第204話 仏性その四十八 空とはありのままの現実のこと

 「いはゆるの空は、色即是空しきそくぜくうの空にあらず。色即是空といふは、色を強為こういしてくうとするにあらず、空をわかちてしき作家そかせるにあらず。空是空くうぜくうの空なるべし。空是空の空といふは、空裏一片石くうりいっぺんせきなり。しかあればすなはち、仏性無と仏性空と仏性有と、四祖五祖、問取道取もんしゅどうしゅ。」

 ここでの空は色即是空の空ではない(般若心経の色即是空)。色即是空というのは物質(しき)を無理矢理に空であるとするのではない、空を分析して物質であるとするのではない。空是空つまり空は空でしかないということで空なのである。では空是空の空とは何かというならばそこにある一かけらの石である。そういうことであるから、仏性無、仏性空、仏性有とは同じことであると四祖と五祖は問いたり言ったりしたのである。

 般若心経はよく知られている。色即是空も耳にすることがある。色即是空について、目の前にあるものは実際には空だというようなことを言う人がいる。机は木でできている、木はさらに木質繊維からできている、木質繊維はさらに…というようにどんどん様々なものに分析していくことができる。机は接着剤や釘が使われている。それらの集合体である。それを人間が「机」だと認識しているだけで本来は存在しない「空」であるなどと書いてある本を読んだことがある。何だか訳がわからん。机は机として存在している。ただそれだけのことだ。こんな風に解釈して一体何がどうなるんだ?さっぱりわからん。

 「空」はそういうものではないと道元禅師はおっしゃっている。

 現実はありのままだ。ありのままは「有る」とか「無い」とかいう観念を超越して絶対的に存在している。
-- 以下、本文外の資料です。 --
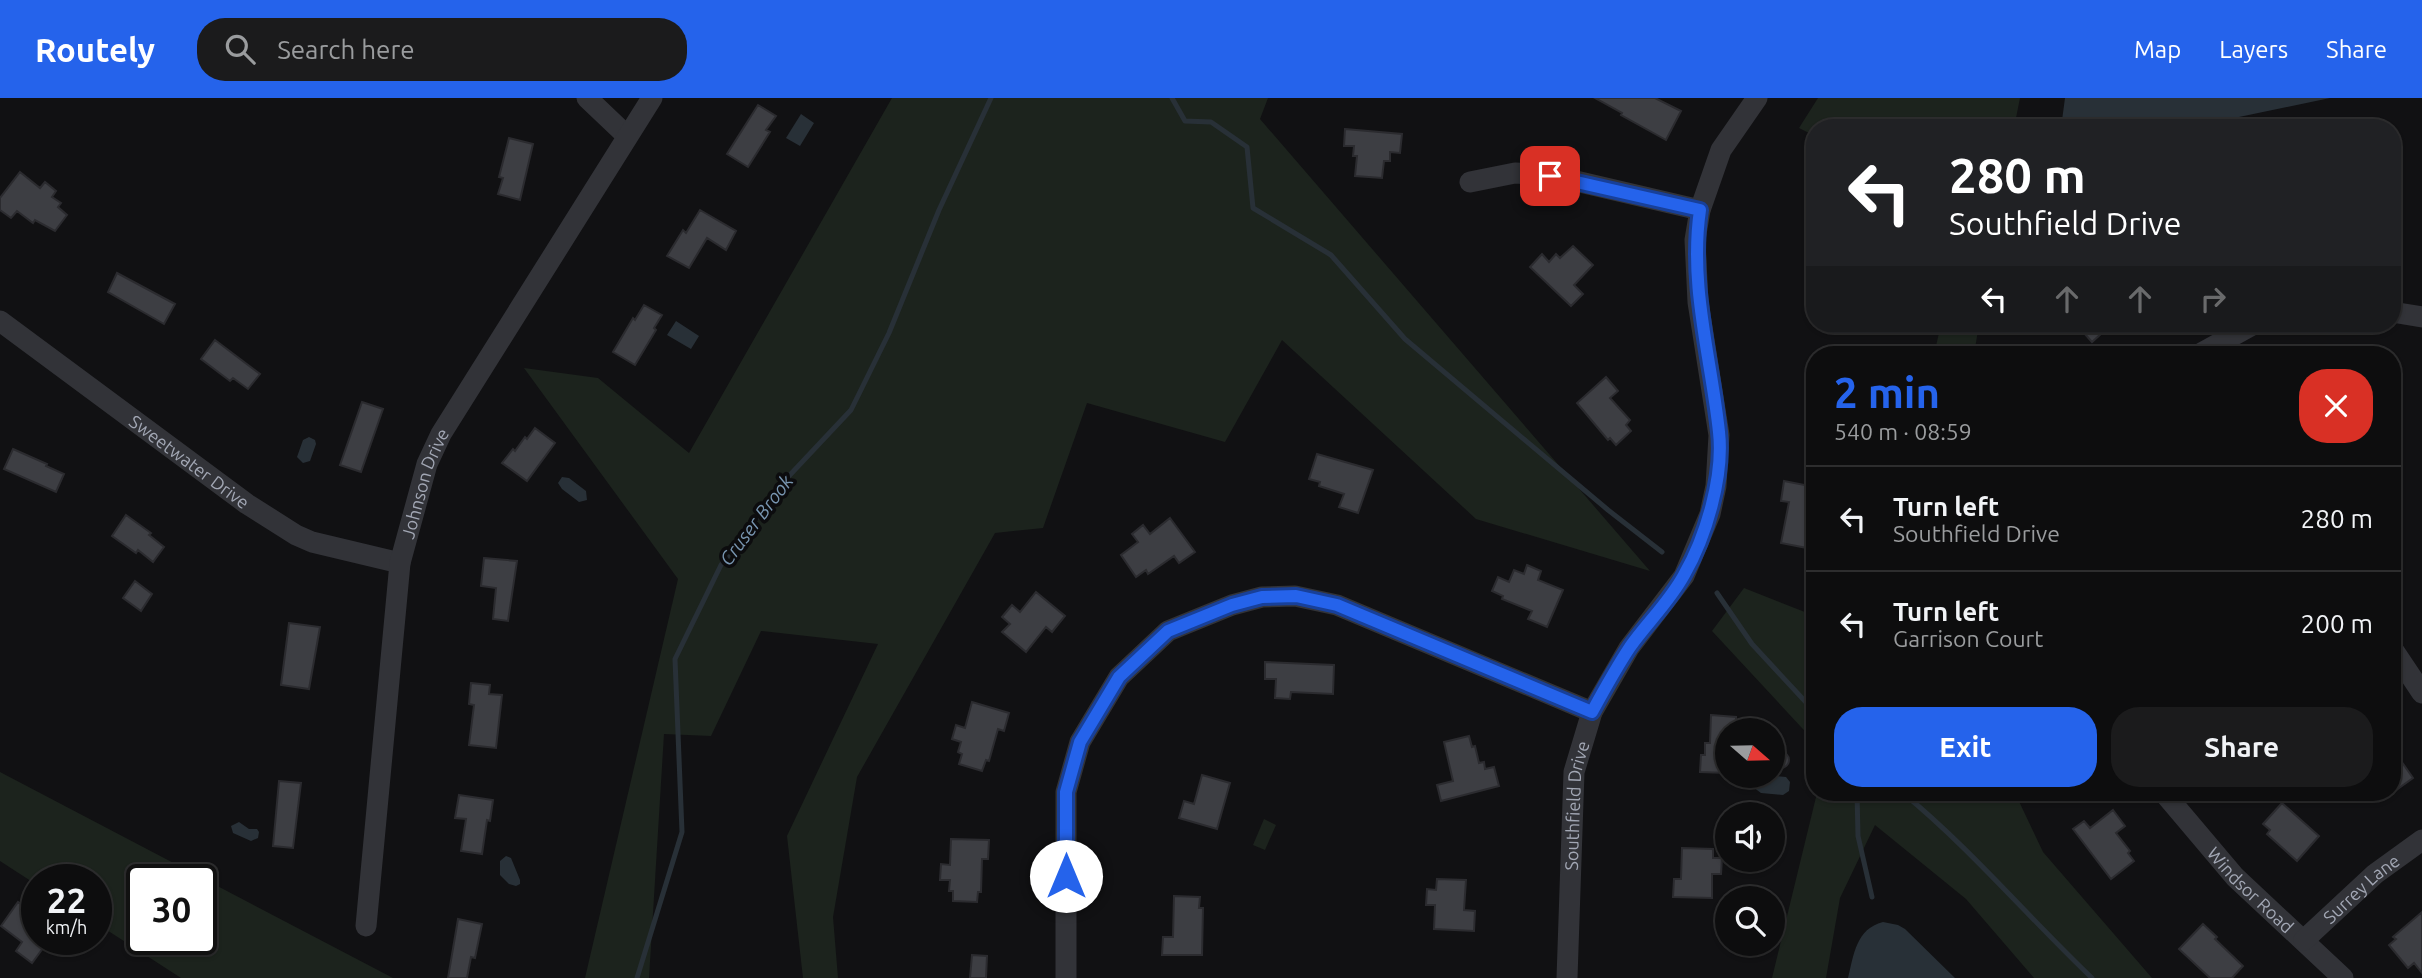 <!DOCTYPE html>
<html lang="en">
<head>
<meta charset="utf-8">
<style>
  :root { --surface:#0d0d0e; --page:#1b1b1c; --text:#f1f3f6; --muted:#9a9c9e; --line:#2d2d2e; --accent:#2563eb }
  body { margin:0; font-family:Ubuntu,sans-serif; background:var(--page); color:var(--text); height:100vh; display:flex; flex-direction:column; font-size:26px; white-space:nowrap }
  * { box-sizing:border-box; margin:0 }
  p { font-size:23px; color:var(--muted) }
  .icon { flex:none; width:38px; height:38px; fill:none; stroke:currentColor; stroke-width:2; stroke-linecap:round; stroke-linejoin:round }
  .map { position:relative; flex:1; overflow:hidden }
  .drawer { position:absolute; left:1806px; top:248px; width:595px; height:455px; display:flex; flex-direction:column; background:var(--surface); border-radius:28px; box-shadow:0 2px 5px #0004,0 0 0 2px var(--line) }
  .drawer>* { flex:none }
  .top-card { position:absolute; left:1806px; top:21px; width:595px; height:214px; border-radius:28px; box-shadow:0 2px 5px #0004,0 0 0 2px var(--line); background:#202124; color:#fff; overflow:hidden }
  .needle { width:46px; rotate:110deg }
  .fabs { position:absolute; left:1715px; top:620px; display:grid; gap:14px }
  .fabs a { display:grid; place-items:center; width:70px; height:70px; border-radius:50%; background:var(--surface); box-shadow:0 2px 5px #0004,0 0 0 2px var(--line); font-size:35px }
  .speed { position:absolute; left:21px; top:766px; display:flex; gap:14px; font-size:35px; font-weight:700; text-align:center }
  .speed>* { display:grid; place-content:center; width:91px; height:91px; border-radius:50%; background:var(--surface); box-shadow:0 2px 5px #0004,0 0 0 2px var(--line); line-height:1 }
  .speed small { font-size:18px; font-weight:400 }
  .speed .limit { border:4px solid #111; border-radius:10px; background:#fff; color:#111 }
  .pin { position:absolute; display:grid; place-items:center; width:60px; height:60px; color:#fff; margin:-30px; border-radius:14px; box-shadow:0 4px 10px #0006 }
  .me { position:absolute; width:77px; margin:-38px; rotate:0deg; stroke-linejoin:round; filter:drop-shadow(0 0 5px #0008) }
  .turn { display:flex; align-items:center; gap:24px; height:147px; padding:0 28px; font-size:32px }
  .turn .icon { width:91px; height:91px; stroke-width:2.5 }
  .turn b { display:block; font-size:49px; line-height:60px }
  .lanes { display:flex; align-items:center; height:66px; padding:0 28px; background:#0003; justify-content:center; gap:35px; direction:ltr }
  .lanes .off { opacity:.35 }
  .round { display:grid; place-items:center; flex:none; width:74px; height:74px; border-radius:28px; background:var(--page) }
  .overview { display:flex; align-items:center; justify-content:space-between; height:119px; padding:0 28px }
  h1 { font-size:42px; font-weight:700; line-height:52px; color:var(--accent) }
  .action { display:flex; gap:14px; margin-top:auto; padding:14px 28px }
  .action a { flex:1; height:80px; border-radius:28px; background:var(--accent); color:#fff; font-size:28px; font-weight:700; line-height:80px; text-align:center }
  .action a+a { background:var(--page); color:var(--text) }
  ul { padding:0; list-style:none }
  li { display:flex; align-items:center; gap:21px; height:105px; padding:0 28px; border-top:2px solid var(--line) }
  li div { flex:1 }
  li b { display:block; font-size:26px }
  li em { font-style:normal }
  header { display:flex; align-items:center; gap:42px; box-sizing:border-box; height:98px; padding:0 35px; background:var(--accent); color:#fff }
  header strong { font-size:33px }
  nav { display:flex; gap:38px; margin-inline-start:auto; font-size:24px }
  .search { width:490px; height:63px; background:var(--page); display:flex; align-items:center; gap:18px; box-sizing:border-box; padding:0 24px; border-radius:28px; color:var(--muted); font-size:26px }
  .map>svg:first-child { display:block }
  .green { fill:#1c231d; fill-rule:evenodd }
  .water { fill:#283037 }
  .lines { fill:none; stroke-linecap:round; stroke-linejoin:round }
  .stream { stroke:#283037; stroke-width:5 }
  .building { fill:#3d3e43; stroke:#2b2b2f; stroke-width:2 }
  .street { stroke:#323338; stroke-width:21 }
  .route-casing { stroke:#184099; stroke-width:18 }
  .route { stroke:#2563eb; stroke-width:12 }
  .labels { text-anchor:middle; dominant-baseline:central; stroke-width:7; stroke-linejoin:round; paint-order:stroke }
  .street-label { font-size:18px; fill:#a2a7b4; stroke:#0c0c0e }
  .water-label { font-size:19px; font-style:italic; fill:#7895b0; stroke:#0c0c0e }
</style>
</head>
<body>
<header>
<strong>Routely</strong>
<div class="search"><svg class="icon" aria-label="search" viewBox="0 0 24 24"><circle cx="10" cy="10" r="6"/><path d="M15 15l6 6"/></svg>Search here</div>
<nav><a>Map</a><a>Layers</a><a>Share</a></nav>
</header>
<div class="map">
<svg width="2422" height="880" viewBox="0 0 2422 880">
  <rect width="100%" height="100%" fill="#111113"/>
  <path class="green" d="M892,0H1268L1260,21L1650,473L1476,421L1282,242L1225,344L1087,305L1043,430L995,435L857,679L833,819L838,880H803L787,738L878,546L761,533L711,638L664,636L649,880H585L678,481L524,270L598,280L689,355Z
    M1818,0H2020L2014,30H1815V38L1799,30Z
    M1941,226H1979L1974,257H1934Z
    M1744,490L1815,518V644L1712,533Z
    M0,674L393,880H181L96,825V782H37V787L0,763ZM142,782H201V842H142Z
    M1817,695H2015L2043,754L2152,880H2034L1966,801L1875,727L1840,800L1826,880H1772Z
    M1264,721L1276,727L1265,752L1253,747Z"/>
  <path class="water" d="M2065,0H2330L2215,24L2204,30H2061Z
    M801,16L814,25L800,48L786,40Z
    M676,223L699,238L691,251L667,237Z
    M309,339L315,342L316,346L310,363L303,365L297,359L303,342Z
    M562,379L569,380L586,393L587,402L579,404L562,391L558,385Z
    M1761,677L1786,679L1790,684L1789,693L1783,697L1761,695L1753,689V681Z
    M239,724L249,731H257L259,734L258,740L251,743L233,735L231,728Z
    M506,758L511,760L520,782V786L516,788L509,786L500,777V763Z
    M1883,824L1898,827L1905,831L1955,880H1848C1854,856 1856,831 1883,824Z"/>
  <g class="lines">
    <path class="stream" d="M1172,0L1185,23L1211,24L1247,49L1253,110L1331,157L1405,241L1608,412L1662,454
      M1717,495L1752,546L1815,614
      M1857,695L1858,738L1872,799
      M1903,695C1971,751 2028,819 2092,880
      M637,880L682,734L675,561L721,467L788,379L851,312L889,235L939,112L991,0"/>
  </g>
  <path class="building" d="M1595,0H1655L1681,13L1666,42L1621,17L1622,15Z
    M758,7L776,18L766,32L770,34L748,69L727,56Z
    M1345,31L1402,36L1400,55L1390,54V63H1384L1382,80L1355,78L1357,58H1353L1354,48H1344Z
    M509,40L533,46L520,102L498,96L503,80L499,79Z
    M20,74L40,90L45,84L56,93L52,99L61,105L58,109L67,117L55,133L35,122L33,125L17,113L11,120L0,112V100Z
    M700,112L736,133L726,152L707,140L689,170L667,158L683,132L686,135Z
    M1573,148L1593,167L1574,187L1583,196L1571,208L1530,169L1542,156L1549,164L1556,156L1560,160Z
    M117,175L175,206L164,226L108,194Z
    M644,207L662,217L654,230L656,232L635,267L613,254L633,220L635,222Z
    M2076,226H2112L2092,244Z
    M215,242L260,276L248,291L233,280L230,283L201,261Z
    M1606,279L1618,293L1610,300L1630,322L1626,327L1631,333L1616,347L1610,340L1608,342L1577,305Z
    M362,304L383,311L361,374L340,367Z
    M535,330L555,345L527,383L502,365L513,351L515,353L525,339L527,341Z
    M13,351L47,366L46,368L64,376L56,394L4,371Z
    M1317,356L1373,372L1358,415L1339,409L1344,396L1319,388L1320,384L1309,381Z
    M1784,383L1815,389V433L1813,441L1809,440L1807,450L1781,445L1789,404L1781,403Z
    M126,417L151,435L149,437L164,449L153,464L138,452L136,455L112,438Z
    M1170,420L1195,454L1179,465L1174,458L1148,476L1146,472L1136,479L1121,457L1138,444L1132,436L1143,427L1150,436Z
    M484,460L517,463L508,523L493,521L496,490L481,488Z
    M1527,467L1541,473L1538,482L1563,492L1547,529L1528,521L1532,513L1502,501L1503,498L1492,493L1498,479L1509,484L1514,472L1524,476Z
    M135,483L152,496L141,513L123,500Z
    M1036,494L1065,518L1052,534L1046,529L1026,554L1002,534L1010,526L1002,519L1012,507L1020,514Z
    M289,525L320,529L309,591L281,587Z
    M1265,564L1334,567L1333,596L1291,594L1290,601L1275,600L1276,581H1265Z
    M471,585L490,587L489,596L502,597L496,650L469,647L474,607L469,606Z
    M972,604L1009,615L1004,633L998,631L989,663L986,662L982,673L959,666L962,656L958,654L961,644L952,641L956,627L965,630Z
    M1711,617L1736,619V632H1727V675L1700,674L1701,657H1705V645H1710Z
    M1469,638L1472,649L1475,648L1479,665L1484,664L1485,671L1494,669L1499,688L1441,703L1437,687L1453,683L1444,644Z
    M2392,650L2413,680L2392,695Z
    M1773 662a8 8 0 1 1 16 0a8 8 0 1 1-16 0Z
    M1202,677L1230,685L1217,731L1179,720L1184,703L1194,706Z
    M279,683L301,685L293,750L273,748Z
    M459,697L493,702L490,723L487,722L482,756L461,753L466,721L455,720Z
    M2282,705L2319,738L2297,763L2267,736L2270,732L2263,726Z
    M2113,712L2125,728L2116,735L2130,753L2128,755L2134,763L2111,781L2073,731L2084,723L2090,730Z
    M951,741L989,742L988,761H982L981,794H978L977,804L953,803V793H949L950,782H940L941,766L950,767Z
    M1682,750L1713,751V760H1722L1721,776H1712V800L1673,799L1674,781H1681Z
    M1437,781L1466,782L1464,812L1475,813L1474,833L1434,831L1435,807H1426L1427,791L1436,792Z
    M37,794V842H49L32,865L16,853L22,844L1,828L18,804L25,809Z
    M1174,798L1200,799L1199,810H1203L1202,857H1162L1163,839H1173Z
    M2422,814V875L2414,865L2408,870L2389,847L2396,841L2393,839Z
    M458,821L482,826L475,860L471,859L467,880H448Z
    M2203,826L2217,839L2215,841L2243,868L2232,880H2210L2179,851Z
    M972,857L987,858L986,880H970Z"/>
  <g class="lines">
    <g class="street">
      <path d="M587,0L627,38"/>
      <path d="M1470,84L1515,75L1550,77L1700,112"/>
      <path d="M2392,214L2422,219"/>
      <path id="s1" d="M0,223L247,406L296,437L312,444L400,465"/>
      <path d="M2198,257L2254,226"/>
      <path d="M2392,550L2422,595"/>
      <path id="s2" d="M2164,695L2235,779L2343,880"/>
      <path id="s3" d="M366,828L400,465L427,366L441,336L652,0"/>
      <path id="s4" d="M2304,842L2375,776L2422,742"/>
      <path d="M1066,880V694L1080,644L1119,579L1168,533L1232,507L1262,499L1295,498L1337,507L1592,614"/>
      <path id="s5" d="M1567,880L1574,674L1592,614L1629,550L1684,478L1710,416L1716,388L1719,337L1698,204L1695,142L1700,112L1721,52L1757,0"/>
    </g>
  </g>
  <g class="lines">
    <defs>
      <path id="route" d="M1066,778V694L1080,644L1119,579L1168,533L1232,507L1262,499L1296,498L1337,507L1592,614C1604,592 1616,570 1630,549C1647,525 1670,503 1684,477C1706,439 1724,378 1719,334C1711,259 1689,188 1700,112L1550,78"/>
    </defs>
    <use href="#route" class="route-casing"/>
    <use href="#route" class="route"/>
  </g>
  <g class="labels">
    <g class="street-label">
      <text stroke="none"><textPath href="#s1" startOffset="236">Sweetwater Drive</textPath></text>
      <text stroke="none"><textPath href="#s3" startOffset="448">Johnson Drive</textPath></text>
      <text stroke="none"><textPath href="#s5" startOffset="173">Southfield Drive</textPath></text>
      <text stroke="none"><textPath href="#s2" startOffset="130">Windsor Road</textPath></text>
      <text stroke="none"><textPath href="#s4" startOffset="77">Surrey Lane</textPath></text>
    </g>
    <g class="water-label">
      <text transform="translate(756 422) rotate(-53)">Cruser Brook</text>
    </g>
  </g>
</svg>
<div class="fabs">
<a><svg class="needle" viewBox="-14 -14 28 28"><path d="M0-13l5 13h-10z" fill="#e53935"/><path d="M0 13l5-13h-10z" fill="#9a9c9e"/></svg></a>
<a><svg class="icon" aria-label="sound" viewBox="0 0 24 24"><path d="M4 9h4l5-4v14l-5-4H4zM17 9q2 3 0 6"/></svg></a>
<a><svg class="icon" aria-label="search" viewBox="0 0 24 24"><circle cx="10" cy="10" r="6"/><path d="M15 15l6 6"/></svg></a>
</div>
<div class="speed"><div>22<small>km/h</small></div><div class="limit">30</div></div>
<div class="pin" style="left:1550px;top:78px;background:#d93025"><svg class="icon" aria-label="arrive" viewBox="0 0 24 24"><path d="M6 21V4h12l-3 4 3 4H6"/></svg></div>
<svg class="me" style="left:1066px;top:778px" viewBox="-20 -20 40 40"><circle r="19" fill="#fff"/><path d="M0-13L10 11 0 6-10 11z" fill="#2563eb"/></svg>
<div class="top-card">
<div class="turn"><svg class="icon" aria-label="left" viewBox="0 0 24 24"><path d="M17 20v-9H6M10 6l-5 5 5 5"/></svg><div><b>280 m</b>Southfield Drive</div></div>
<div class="lanes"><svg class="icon" aria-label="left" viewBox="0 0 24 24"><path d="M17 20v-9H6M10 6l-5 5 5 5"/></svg><svg class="icon off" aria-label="ahead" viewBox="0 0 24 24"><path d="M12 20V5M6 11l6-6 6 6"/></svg><svg class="icon off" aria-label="ahead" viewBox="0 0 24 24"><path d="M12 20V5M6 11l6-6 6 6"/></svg><svg class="icon off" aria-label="right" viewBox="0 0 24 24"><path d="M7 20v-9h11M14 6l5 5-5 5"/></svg></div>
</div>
<section class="drawer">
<div class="overview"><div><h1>2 min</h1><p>540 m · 08:59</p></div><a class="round" style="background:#d93025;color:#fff"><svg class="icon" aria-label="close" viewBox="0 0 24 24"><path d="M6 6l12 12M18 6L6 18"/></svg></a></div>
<ul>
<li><svg class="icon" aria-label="left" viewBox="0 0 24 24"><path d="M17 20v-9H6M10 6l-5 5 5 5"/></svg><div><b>Turn left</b><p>Southfield Drive</p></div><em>280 m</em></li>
<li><svg class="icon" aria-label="left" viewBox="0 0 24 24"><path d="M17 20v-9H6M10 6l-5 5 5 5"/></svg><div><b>Turn left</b><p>Garrison Court</p></div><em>200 m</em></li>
</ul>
<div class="action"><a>Exit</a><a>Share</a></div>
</section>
</div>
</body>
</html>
それをいじくりまわして色だ、空だと理屈をいくら並べ立てても空理空論、無駄なことだ。ありのままはありのまま。空は空だ。空是空なのだ。じゃあ空はなんだと敢えて言うならばありのままに目の前にある一かけらの石頃という現実の存在なのだ。空はありのままの目の前の現実のことなのだ。

 だから仏性無と仏性空と仏性有と言葉であれこれ言ってみても、これらはみな同じことを言っているのである。仏性はありのままの存在そのものであって、無とか空とか有とかというような言葉レベルを超越しているのだ。

 そのことは坐禅すればこの身心全体で感得できる。身心がありのままの状態、大宇宙と一体となり、真実・真理の状態となれば身心全体で受け止めることができる。